1A and 1B are diagrams showing a lining structure of a high-temperature pipe according to the present invention, in which FIG. 1A is a side cross-sectional view, and FIG. 1B is a cross-sectional view taken along line CC in FIG. FIG. 2 is an enlarged view of a portion D in FIG.
[0014]
1 and 2, the high-temperature piping lining structure of the present invention has a pressure-resistant outer tube 12 that receives internal pressure, an internal heat retaining material 14 attached to the inner surface of the pressure-resistant outer tube 12, and an inner heat retaining material 14 inside. The liner 16 is configured to prevent the heat insulating material 9 from being scattered and worn by the high-temperature gas 9, and the support fitting 18 is used to fix the liner 16 to the pressure-resistant outer tube 12.
[0015]
The bent portion of the pressure-resistant outer tube 12 is composed of a plurality of cylindrical outer tube pieces 12a, 12b, 12c, and 12d that are connected to each other at the end faces of a, b, and c in FIG. At least one end surface a, b, c of each outer tube piece 12a-d is inclined with respect to the center line ZZ, thereby forming a bent portion of the pressure-resistant outer tube.
[0016]
The internal heat insulating material 14 has a function of keeping the high temperature gas 9 flowing inside to lower the temperature of the pressure resistant outer tube 12. The internal heat insulating material 14 is attached to the inner surface of the pressure-resistant outer tube 12 with a substantially fixed thickness by an appropriate mounting bracket (for example, a stud bolt). The internal heat insulating material 14 is preferably a fibrous material that can withstand a high temperature of, for example, 1000 ° C. or more and has compressibility, and is preferably a ceramic fiber, for example. By using the internal heat insulating material 14, the gap formed around the liner 16 by thermal deformation can be eliminated by the restoring force of the internal heat insulating material 14, and the expansion and damage of the internal heat insulating material 14 due to deformation are almost eliminated. be able to.
[0017]
Further, in FIG. 1, the liner 16 includes a plurality of cylindrical liner pieces 16a, 16b, 16c, and 16d.
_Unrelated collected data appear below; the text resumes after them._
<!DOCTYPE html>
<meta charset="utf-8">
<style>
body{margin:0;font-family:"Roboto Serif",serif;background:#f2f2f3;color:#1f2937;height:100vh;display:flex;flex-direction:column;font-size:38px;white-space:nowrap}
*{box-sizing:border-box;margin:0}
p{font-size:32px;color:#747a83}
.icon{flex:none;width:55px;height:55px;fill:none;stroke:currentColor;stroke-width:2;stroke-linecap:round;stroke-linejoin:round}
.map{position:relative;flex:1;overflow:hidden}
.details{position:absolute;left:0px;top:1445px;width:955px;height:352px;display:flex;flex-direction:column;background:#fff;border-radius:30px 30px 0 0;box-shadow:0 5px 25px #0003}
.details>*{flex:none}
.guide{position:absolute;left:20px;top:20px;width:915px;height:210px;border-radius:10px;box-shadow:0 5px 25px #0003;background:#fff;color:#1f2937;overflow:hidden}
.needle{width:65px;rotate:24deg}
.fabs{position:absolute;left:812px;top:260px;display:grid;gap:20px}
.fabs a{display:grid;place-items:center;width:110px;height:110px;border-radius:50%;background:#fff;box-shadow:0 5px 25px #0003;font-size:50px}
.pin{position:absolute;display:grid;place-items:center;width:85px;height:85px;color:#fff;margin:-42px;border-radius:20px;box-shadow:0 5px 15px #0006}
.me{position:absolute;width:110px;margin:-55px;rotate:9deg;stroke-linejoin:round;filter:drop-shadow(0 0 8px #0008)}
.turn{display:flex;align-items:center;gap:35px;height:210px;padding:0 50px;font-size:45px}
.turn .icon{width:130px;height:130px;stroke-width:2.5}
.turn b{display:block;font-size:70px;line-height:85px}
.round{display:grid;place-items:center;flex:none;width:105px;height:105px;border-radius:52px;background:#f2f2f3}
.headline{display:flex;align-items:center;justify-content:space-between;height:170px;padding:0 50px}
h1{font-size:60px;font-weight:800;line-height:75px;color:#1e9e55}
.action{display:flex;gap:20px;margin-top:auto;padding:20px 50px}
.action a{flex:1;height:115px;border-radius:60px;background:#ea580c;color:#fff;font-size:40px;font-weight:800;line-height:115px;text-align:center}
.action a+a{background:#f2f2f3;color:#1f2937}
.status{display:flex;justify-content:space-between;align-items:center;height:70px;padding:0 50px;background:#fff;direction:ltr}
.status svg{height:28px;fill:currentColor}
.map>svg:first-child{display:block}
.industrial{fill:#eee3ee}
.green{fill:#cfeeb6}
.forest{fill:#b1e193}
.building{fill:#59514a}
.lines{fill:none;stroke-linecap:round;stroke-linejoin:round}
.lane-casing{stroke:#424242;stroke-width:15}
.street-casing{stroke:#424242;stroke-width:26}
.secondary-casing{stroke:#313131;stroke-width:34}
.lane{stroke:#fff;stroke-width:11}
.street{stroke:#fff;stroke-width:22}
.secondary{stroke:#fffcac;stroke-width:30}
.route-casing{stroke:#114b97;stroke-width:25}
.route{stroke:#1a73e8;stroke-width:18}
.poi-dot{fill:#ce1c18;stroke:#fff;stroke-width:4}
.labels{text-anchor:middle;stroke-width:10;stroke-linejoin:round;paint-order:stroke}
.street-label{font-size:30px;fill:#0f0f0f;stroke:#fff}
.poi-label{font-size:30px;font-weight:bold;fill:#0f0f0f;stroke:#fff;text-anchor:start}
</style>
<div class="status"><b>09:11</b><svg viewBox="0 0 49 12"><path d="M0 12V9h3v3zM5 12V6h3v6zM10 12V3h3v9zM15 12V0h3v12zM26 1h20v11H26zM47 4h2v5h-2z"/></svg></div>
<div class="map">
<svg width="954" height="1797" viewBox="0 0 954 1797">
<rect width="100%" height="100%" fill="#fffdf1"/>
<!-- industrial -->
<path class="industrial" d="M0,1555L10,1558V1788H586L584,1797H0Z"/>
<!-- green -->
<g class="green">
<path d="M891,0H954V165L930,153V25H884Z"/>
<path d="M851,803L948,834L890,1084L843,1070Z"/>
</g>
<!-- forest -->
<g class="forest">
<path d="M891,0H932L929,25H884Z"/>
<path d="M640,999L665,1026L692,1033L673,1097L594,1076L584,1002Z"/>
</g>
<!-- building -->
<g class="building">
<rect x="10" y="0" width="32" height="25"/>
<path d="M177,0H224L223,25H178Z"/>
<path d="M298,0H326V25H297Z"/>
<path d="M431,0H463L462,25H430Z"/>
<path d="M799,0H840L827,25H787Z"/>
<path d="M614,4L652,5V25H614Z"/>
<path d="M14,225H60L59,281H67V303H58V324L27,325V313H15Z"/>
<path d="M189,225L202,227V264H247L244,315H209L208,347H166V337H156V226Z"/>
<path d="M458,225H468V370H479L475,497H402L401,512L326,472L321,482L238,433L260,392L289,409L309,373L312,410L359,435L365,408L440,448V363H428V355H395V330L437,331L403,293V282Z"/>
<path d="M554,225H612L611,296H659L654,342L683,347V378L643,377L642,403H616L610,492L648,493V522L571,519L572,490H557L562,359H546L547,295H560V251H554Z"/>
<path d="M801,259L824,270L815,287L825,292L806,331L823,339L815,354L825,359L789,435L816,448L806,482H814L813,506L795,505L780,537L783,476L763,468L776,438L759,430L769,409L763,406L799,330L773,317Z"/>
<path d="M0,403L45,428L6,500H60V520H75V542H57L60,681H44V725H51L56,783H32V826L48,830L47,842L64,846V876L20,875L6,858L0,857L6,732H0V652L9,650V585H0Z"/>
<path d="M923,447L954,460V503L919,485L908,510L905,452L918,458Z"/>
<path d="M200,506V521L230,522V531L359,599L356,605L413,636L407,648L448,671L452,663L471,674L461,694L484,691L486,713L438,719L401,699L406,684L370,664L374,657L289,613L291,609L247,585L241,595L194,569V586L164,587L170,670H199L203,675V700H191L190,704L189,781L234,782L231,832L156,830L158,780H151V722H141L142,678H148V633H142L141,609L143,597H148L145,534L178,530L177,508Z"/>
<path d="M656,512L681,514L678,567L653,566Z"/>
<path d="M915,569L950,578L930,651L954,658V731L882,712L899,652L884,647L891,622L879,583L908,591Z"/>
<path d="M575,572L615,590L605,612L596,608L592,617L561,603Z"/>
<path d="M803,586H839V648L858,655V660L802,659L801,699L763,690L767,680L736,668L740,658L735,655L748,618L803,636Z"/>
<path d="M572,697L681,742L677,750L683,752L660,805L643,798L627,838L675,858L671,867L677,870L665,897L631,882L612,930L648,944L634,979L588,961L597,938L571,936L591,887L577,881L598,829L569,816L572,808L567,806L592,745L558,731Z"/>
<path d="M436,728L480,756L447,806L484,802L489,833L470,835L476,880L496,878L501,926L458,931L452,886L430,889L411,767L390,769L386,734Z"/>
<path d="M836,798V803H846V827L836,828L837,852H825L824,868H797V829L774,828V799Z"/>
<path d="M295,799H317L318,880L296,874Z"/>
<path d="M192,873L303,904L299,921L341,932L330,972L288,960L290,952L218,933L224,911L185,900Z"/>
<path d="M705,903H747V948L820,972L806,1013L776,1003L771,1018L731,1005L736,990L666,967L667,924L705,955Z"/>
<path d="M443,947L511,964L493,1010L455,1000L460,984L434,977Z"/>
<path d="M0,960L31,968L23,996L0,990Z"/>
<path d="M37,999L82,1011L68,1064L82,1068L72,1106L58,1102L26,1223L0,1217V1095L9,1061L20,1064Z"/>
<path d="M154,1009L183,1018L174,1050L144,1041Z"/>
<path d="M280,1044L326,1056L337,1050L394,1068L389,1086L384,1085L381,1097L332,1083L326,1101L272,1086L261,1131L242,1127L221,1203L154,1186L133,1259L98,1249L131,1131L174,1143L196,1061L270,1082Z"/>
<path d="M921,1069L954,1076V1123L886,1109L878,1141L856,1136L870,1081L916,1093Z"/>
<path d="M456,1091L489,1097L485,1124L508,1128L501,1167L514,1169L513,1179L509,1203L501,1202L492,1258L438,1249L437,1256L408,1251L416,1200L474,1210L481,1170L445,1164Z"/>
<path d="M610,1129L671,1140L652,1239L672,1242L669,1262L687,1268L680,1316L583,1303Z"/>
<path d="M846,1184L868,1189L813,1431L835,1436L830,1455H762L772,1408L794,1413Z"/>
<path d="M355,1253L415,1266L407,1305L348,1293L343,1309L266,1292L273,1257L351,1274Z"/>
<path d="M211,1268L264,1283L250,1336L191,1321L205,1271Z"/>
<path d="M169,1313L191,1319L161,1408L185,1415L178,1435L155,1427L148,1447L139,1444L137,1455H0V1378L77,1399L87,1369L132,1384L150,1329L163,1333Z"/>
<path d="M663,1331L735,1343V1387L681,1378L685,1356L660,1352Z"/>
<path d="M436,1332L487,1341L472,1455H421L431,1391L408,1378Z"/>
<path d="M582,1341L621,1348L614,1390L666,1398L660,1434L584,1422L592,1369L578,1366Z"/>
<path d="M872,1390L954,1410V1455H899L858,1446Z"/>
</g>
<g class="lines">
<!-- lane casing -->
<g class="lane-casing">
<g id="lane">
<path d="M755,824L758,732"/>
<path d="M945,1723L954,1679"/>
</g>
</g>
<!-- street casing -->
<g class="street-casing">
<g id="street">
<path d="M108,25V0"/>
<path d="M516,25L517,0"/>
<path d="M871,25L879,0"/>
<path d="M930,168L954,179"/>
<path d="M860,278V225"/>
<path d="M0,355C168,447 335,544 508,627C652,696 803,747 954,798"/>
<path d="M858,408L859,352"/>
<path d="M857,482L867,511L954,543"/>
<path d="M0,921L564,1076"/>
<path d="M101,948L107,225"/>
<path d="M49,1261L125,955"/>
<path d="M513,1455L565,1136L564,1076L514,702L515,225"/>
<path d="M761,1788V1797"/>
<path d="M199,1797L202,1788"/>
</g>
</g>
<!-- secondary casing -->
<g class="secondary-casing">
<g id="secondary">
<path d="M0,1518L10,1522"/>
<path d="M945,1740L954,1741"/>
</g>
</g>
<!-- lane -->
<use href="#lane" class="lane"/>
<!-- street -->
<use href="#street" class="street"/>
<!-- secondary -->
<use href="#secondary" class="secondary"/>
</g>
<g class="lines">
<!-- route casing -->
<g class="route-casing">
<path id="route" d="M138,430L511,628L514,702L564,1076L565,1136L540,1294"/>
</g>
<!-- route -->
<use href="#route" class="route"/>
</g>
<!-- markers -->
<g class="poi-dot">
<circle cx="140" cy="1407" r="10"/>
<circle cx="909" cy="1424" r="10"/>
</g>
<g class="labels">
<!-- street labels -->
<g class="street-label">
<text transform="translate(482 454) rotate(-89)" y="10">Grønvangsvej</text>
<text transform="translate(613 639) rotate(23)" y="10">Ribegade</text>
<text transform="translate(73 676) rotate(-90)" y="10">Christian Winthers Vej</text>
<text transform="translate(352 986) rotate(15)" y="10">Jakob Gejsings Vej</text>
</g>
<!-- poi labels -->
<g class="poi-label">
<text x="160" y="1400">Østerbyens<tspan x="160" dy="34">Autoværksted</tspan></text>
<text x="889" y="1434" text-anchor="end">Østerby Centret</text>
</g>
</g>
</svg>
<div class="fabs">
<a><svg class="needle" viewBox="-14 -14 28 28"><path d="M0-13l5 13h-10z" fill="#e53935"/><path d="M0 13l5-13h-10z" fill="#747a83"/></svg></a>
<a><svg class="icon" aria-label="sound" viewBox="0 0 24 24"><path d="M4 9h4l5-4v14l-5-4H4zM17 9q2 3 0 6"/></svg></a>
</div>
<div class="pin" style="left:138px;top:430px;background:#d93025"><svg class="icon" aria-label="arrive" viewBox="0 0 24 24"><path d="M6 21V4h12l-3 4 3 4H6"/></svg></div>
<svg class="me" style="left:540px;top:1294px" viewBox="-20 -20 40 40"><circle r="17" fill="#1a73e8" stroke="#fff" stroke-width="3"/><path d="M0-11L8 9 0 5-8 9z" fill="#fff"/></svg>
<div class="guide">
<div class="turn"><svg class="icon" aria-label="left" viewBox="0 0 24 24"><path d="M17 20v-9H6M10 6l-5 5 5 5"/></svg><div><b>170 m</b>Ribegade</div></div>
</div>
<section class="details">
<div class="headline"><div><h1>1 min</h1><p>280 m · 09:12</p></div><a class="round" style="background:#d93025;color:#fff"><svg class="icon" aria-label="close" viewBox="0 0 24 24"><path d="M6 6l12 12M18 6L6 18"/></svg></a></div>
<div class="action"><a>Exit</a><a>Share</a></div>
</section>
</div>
Each liner piece 16a-d is concentrically arranged corresponding to each outer tube piece 12a-d, and has both end faces 17a, 17b substantially parallel to both end faces of each outer tube piece 12a-d. . With this configuration, both end surfaces 17a and 17b of each liner piece can be positioned near the end surfaces of the outer tube pieces 12a to 12d.
[0018]
The support fitting 18 includes a plurality of support rings 19 and a plurality of support plates 20. As shown in FIG. 2, the support ring 19 is joined to one end portion 17b of the adjacent liner piece by welding or the like, and concentrically surrounds the other end portion 17a of the liner piece so as to be movable in the axial direction. That is, the support ring 19 is composed of a pair of rings 19a and 19b joined to each other by welding, and each ring 19a and 19b concentrically surrounds the end portions 17a and 17b of the adjacent liner pieces. 17b and ring 19b are welded together. With this configuration, one end portion 17b of each liner piece can be thermally expanded in the axial direction inside the other support ring 19 while the one end portion 17b of each liner piece is fixed to the adjacent one support ring 19 during thermal deformation. Thus, the liner pieces 16a to 16d can be freely thermally deformed in the axial direction without being affected by the bent portion.
[0019]
As shown in FIG. 1B, the support plate 20 has an inner end 20a fixed to the support ring 19 and extends obliquely outward in the radial direction, and the outer end 19b is fixed to the inner surface of the pressure-resistant outer tube 12. ing. With this configuration, while allowing the radial displacement of the support ring 19 due to the radial deflection of the support plate 20, the support ring 19 is spaced from the inner surfaces of the outer tube pieces 12a to 12d by the same distance, and the outer tube pieces 12a to 12a. It can be positioned near the end face of d. Further, since the support plate 20 and the liner pieces 16a to 16d are at substantially the same temperature, their radial thermal displacement amounts are almost the same, and the liner pieces 16a to 16d are not affected by the bent portions. It can be thermally deformed freely in the direction.
[0020]
Accordingly, each support ring 19 is positioned in the vicinity of the end face of the outer tube piece at the same interval from the inner surface of the outer tube piece 12a to d by the plurality of support plates 20, so that each liner piece is the outer tube piece 12a to 12a. It only extends in the axial direction while maintaining concentricity with d, and the gaps formed around each of the liner pieces 16a to 16d are small and substantially uniform in the circumferential direction. As a result, the heat insulation performance of the internal heat insulating material 14 can be maintained almost uniformly in each part, and since the gaps formed around the liner 16 are uniform and small, deformation of the heat insulating material can be minimized, and in particular, compression By using a fibrous internal heat insulating material having the property, it is possible to almost eliminate gap expansion and breakage between the heat insulating materials.
[0021]
In the above-described embodiments, the present invention has been described with respect to a bent portion of a high-temperature pipe. However, the present invention is not limited to such a bent portion, and may be applied to a branching / merging portion of a high-temperature pipe such as a T piece portion or a Y piece portion. Can be applied similarly. Therefore, the present invention is not limited to the above-described embodiments, and can of course be changed freely without departing from the gist of the present invention.
[0022]
【The invention's effect】
As described above, the lining structure for a high-temperature pipe according to the present invention can freely deform the liner in the axial direction and the radial direction without being affected by the bent portion, and the gap that can be formed around the liner is small. It is substantially uniform in the circumferential direction, has excellent effects such as being able to keep the heat insulation performance of the internal heat insulating material almost uniformly in each part, and hardly causing gap expansion or breakage between the heat insulating materials.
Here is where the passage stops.